By Don Laird, MS, NCC, LPC
Some years ago, I was working as a novice therapist at an inpatient psychiatric facility. One morning I entered the room of a male patient who had been admitted a few weeks prior. He had been diagnosed with a severe psychotic disorder. Singing sea shanties, and wearing a makeshift hat on his head, he was standing at attention on his bed.
I approached the bed and said, “Tell me the name of your ship.” He stopped singing, stared at me for a moment, and with extreme annoyance said, “It’s my bed, jackass.”
Over the years I have had many encounters with sloppy postulations. It is one of the many occupational hazards a therapist may find him- or herself stumbling into. Presuming knowledge of a person’s intent is a guaranteed way to misunderstand the situation and possibly contaminate or destroy a relationship. This is what makes the publication of the Fifth Edition of the American Psychiatric Association’s Diagnostic Statistical Manual (DSM 5) so puzzling. There have been four previous editions, beginning with the DSM 1 in 1952, but they claim this one will “be different.” More humanistic, proponents say. In step with comprehensive diagnostics and a response to rapidly developing epidemiology, they say. When more than 50 mental health groups requested independent evidence-based reviews of the new proposals in DSM-5, the APA refused.
“Trust us, we’re professionals. We’re not like the others.”
Let me make this clear before anyone reaches for their torch and pitchfork – I do not completely reject the DSM-5, but I have major concerns. I am not entirely opposed to psychiatry, but I have MAJOR concerns. This could be the subject of an entire tome, but I do not wish to tire you with all my ramblings and late night worries. I have many friends and colleagues who are practicing psychiatrists, psychologists and therapists. Most agree that the new DSM is much of the old served on an appealing platter.
What I challenge here is the specific reliability, validity and usefulness of the new DSM-5. There are many reasons, but my chief complaint is a similar one that I have for any attempt to label others. Labels are applicable with most objects. With people (who are not objects in spite of psychiatric intrusion), labels are dangerous and abusive. As clinicians, we have a responsibility to serve people, not pharmaceutical or insurance companies. This is nothing new – do no harm. Labels harm. They assume and they create a wall between us.
For any discipline or research to be scientific, there are certain basic rules to follow. These rules tell us where we can investigate, and what procedures and measurement tools are suitable.
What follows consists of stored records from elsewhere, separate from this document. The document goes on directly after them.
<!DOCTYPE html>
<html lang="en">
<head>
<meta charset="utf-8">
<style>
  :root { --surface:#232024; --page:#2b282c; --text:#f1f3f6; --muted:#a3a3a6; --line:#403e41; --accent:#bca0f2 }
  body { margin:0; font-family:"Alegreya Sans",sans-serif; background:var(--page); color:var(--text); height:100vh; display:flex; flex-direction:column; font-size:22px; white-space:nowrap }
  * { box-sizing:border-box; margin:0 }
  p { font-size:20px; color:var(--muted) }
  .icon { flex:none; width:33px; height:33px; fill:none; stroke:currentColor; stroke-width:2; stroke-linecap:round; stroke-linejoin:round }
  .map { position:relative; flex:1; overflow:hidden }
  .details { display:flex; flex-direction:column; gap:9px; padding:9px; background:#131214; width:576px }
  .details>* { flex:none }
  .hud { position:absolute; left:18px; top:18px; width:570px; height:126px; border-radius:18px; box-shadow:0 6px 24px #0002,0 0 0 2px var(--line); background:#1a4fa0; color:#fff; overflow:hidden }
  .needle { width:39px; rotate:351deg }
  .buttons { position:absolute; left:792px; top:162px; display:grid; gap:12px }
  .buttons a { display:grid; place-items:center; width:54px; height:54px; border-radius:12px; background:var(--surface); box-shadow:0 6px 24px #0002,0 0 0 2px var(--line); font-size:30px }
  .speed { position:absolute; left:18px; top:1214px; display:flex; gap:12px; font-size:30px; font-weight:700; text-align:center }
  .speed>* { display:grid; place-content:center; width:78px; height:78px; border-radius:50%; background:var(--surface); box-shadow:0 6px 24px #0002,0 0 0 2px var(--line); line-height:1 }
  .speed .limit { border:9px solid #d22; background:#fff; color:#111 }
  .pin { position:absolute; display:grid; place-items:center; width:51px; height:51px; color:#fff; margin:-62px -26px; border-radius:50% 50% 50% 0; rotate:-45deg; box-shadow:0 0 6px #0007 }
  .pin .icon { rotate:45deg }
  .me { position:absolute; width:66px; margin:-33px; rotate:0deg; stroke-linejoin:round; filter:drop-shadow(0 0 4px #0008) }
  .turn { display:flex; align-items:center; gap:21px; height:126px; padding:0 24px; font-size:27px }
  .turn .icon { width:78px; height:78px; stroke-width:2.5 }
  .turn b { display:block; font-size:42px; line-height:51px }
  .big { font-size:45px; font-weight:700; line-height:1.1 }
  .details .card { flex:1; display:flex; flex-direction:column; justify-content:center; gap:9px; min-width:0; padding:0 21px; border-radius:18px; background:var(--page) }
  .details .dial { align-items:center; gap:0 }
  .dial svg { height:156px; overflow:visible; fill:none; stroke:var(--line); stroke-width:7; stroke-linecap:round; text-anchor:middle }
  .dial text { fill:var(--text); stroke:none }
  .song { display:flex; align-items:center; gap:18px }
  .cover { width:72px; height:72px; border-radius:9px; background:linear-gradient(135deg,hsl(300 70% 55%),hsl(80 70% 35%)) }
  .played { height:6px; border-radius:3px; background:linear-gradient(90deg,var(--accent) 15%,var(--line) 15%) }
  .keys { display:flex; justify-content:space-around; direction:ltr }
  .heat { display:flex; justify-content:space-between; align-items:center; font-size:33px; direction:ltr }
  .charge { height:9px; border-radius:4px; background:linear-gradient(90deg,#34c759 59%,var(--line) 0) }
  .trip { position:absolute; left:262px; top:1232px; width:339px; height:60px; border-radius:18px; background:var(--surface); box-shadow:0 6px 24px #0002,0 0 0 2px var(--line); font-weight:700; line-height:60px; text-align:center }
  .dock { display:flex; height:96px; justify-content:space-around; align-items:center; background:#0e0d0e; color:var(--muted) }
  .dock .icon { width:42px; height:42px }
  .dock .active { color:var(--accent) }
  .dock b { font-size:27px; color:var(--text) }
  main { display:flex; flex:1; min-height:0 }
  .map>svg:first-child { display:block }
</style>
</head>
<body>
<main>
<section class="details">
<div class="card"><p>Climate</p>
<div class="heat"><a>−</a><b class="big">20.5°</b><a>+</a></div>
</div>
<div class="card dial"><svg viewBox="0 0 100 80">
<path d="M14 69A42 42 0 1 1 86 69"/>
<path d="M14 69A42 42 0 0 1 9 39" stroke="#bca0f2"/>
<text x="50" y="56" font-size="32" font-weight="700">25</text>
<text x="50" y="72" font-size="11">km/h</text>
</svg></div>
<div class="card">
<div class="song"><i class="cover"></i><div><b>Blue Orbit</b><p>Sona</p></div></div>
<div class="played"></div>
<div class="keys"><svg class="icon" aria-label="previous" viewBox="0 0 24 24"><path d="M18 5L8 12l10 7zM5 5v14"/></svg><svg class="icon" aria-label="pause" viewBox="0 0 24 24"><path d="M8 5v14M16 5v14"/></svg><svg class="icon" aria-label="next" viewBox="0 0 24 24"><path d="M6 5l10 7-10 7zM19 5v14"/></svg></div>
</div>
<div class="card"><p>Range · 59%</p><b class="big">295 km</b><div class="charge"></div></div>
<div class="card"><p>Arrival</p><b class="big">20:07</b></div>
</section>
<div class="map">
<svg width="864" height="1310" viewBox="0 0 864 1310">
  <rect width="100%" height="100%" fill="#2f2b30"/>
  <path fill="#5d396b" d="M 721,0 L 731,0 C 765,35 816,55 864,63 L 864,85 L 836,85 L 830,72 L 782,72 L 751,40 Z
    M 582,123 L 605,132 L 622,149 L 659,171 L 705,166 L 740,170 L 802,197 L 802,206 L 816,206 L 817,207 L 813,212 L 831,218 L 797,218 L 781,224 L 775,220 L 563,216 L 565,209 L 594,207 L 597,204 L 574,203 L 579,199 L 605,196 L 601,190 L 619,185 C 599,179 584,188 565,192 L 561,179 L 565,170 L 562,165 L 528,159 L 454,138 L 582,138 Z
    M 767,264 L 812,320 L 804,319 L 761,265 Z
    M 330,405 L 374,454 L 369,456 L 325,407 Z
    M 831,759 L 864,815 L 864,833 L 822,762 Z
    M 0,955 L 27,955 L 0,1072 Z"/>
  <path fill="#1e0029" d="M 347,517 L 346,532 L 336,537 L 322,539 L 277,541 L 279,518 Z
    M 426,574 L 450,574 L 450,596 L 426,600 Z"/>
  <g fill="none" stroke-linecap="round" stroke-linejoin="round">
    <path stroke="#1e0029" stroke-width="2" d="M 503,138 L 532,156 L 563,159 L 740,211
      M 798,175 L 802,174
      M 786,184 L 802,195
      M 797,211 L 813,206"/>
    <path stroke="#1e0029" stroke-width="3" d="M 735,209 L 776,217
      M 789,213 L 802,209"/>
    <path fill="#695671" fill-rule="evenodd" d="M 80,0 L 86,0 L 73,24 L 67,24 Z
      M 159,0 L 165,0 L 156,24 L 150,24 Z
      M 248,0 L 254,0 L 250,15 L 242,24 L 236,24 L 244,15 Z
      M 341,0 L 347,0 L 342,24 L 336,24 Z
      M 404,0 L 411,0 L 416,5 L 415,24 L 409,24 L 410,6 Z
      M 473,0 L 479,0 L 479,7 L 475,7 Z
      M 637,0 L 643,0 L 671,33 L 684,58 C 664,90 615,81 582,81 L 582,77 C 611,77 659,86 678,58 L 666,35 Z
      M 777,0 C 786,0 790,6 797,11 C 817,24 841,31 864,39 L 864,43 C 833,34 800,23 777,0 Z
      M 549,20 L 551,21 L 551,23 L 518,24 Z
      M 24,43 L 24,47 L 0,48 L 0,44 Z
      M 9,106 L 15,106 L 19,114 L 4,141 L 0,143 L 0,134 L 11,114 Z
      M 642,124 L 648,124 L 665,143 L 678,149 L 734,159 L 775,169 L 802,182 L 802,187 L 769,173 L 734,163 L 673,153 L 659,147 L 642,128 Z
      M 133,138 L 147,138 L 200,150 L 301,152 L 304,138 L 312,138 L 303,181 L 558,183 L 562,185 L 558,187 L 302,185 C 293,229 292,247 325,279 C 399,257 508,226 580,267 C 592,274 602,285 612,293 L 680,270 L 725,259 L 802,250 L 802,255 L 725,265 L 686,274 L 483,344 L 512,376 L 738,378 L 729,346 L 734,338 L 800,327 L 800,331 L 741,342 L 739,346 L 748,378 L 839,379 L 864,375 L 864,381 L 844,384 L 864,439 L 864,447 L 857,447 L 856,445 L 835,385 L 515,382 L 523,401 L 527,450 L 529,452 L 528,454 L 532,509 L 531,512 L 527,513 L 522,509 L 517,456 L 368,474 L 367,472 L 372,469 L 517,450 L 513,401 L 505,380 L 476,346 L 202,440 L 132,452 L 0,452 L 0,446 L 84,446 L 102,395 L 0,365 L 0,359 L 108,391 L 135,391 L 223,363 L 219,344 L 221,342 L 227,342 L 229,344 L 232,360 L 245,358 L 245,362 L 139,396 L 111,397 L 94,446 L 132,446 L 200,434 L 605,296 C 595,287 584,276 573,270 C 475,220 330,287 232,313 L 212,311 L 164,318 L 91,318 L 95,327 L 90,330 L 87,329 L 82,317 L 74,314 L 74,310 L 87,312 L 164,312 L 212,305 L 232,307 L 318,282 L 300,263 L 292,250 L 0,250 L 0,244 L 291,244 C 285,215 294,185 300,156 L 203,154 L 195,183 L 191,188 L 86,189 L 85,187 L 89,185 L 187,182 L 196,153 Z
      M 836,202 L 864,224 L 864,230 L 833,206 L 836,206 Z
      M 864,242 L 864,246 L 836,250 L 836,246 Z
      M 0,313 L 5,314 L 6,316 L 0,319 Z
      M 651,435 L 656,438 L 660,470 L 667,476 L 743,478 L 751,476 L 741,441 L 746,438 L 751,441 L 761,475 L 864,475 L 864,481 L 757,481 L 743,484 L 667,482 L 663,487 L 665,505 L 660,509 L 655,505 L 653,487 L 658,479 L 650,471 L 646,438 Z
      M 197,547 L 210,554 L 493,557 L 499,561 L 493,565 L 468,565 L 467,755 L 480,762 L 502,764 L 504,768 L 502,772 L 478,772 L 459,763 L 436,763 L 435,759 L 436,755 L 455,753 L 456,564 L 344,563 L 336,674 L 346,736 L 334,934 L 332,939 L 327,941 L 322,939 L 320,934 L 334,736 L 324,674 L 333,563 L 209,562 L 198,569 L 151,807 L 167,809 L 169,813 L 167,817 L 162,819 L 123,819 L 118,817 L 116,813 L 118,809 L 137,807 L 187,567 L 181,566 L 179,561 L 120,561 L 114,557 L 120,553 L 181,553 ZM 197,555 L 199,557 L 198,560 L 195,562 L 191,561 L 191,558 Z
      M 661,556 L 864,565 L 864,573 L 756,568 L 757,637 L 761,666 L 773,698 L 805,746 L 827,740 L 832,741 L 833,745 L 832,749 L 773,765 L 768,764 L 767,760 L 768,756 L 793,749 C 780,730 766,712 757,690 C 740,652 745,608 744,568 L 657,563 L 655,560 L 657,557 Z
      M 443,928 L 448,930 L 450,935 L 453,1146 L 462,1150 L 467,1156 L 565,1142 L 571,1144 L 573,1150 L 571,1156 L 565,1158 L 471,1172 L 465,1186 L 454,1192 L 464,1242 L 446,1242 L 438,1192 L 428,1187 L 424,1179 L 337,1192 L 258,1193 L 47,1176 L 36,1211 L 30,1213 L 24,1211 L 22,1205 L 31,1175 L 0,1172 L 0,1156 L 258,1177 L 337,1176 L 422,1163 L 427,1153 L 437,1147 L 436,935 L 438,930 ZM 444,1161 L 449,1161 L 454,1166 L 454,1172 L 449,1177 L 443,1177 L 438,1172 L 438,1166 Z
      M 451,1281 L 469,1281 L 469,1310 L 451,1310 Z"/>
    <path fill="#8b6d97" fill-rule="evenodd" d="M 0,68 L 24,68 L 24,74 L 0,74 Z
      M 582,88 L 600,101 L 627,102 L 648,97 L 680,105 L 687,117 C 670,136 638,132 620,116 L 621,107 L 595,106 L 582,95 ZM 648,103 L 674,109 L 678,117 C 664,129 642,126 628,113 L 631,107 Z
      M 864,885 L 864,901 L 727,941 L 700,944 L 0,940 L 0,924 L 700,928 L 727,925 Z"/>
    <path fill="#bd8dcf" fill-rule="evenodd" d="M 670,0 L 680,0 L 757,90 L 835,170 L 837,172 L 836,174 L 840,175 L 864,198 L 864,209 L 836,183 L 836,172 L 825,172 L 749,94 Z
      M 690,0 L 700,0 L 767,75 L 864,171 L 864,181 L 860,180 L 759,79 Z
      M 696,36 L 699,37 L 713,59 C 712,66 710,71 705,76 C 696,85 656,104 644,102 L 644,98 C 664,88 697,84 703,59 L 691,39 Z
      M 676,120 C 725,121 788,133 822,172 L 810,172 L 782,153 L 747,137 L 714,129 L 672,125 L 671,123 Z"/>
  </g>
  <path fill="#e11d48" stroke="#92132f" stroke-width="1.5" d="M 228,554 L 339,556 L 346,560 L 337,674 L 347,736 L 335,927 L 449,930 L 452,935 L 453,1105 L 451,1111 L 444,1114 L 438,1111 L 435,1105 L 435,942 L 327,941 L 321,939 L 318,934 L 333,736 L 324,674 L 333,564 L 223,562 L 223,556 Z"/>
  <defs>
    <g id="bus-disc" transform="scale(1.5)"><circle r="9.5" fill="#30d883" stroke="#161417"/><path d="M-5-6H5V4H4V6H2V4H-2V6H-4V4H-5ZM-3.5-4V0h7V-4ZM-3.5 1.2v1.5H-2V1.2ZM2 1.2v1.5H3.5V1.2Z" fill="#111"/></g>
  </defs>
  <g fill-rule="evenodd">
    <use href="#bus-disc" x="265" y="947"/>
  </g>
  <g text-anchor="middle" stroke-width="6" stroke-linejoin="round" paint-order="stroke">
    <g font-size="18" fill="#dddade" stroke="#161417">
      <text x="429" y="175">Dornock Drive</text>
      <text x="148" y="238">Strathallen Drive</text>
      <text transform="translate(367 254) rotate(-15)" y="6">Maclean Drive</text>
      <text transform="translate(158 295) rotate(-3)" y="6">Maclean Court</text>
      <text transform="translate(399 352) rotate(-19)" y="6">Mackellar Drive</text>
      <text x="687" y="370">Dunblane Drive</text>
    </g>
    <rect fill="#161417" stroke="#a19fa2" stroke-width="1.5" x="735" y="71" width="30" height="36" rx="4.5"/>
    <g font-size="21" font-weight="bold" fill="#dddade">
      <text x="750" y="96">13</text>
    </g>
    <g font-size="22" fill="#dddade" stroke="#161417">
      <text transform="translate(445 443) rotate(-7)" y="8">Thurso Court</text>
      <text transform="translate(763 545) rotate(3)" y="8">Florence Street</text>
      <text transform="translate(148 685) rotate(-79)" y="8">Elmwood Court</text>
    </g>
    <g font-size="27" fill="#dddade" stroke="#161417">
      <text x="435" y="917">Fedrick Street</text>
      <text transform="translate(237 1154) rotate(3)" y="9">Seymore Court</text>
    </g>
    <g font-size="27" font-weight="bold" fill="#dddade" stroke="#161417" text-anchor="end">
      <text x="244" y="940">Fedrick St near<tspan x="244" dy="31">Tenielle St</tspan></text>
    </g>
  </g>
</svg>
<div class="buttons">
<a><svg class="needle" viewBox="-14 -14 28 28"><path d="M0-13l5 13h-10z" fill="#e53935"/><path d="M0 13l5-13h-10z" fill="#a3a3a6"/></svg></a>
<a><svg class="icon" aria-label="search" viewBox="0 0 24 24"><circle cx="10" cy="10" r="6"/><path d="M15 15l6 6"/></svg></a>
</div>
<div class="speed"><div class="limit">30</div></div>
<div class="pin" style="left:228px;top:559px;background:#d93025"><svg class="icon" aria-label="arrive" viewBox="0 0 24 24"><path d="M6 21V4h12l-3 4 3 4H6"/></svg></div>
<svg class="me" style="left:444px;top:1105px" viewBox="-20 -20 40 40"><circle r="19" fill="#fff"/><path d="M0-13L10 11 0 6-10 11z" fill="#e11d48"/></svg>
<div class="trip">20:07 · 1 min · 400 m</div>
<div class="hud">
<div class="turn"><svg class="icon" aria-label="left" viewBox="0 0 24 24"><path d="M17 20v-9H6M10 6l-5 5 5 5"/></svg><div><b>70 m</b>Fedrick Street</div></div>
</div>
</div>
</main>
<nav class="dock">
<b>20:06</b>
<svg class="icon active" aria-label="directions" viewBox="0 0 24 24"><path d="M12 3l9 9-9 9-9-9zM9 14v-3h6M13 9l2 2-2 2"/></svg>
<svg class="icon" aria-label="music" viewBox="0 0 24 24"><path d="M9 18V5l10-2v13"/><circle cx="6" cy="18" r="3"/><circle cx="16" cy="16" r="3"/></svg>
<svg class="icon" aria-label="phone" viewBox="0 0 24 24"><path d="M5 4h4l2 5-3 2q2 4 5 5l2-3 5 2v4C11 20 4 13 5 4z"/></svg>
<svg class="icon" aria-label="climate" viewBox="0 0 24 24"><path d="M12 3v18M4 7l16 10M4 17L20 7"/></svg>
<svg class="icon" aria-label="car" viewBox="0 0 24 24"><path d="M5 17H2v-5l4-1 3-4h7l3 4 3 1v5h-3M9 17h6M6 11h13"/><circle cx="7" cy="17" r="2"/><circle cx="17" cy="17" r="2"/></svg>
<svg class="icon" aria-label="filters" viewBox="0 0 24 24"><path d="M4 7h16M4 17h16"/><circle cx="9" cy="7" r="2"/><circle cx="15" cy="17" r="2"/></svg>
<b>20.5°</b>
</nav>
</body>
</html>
In science, there is no such thing as the last word.
However, the APA leadership has been portraying any opposition against DSM-5 as a form of anti-psychiatry and anti-science. This is simply not true. Psychiatrist Allen Francis states in his new book, “Saving Normal,” that the DSM 5 will “mislabel normal people, promote diagnostic inflation, and encourage inappropriate medication use.” In short Dr. Francis is saying: that is not science, and I concur.
Big Pharm 1 – People 0
My fear (and it is certainly not a new or original one) is that the DSM-5 will lead to unnecessary diagnosis, unneeded prescriptions, and a new pathology to forms of behavior that for the longest time have been perceived as normal human reactions to stressful or tragic situations – such as grief and loss or life transitions. Further, the DSM-5 like its predecessors may generate false outbreaks of pathology and lead to inappropriate drug prescriptions, which could turn out to be harmful. Children are particularly at risk with youthful quirks all but collected into clinical symptoms.
The new DSM is not new science. Psychiatry and psychology are soft sciences at best. Individuals cannot be quantified. You cannot measure human emotion, and certainly judging others by their behaviors is a colossal error.
I often think of the individual I misjudged for a ship’s captain. I wonder where he is today. I have severe doubts concerning the system that was, and perhaps still is, responsible for his “treatment.” I thought he was a seaman based on a presupposition. I can only hope that he has found more understanding and safer harbors since.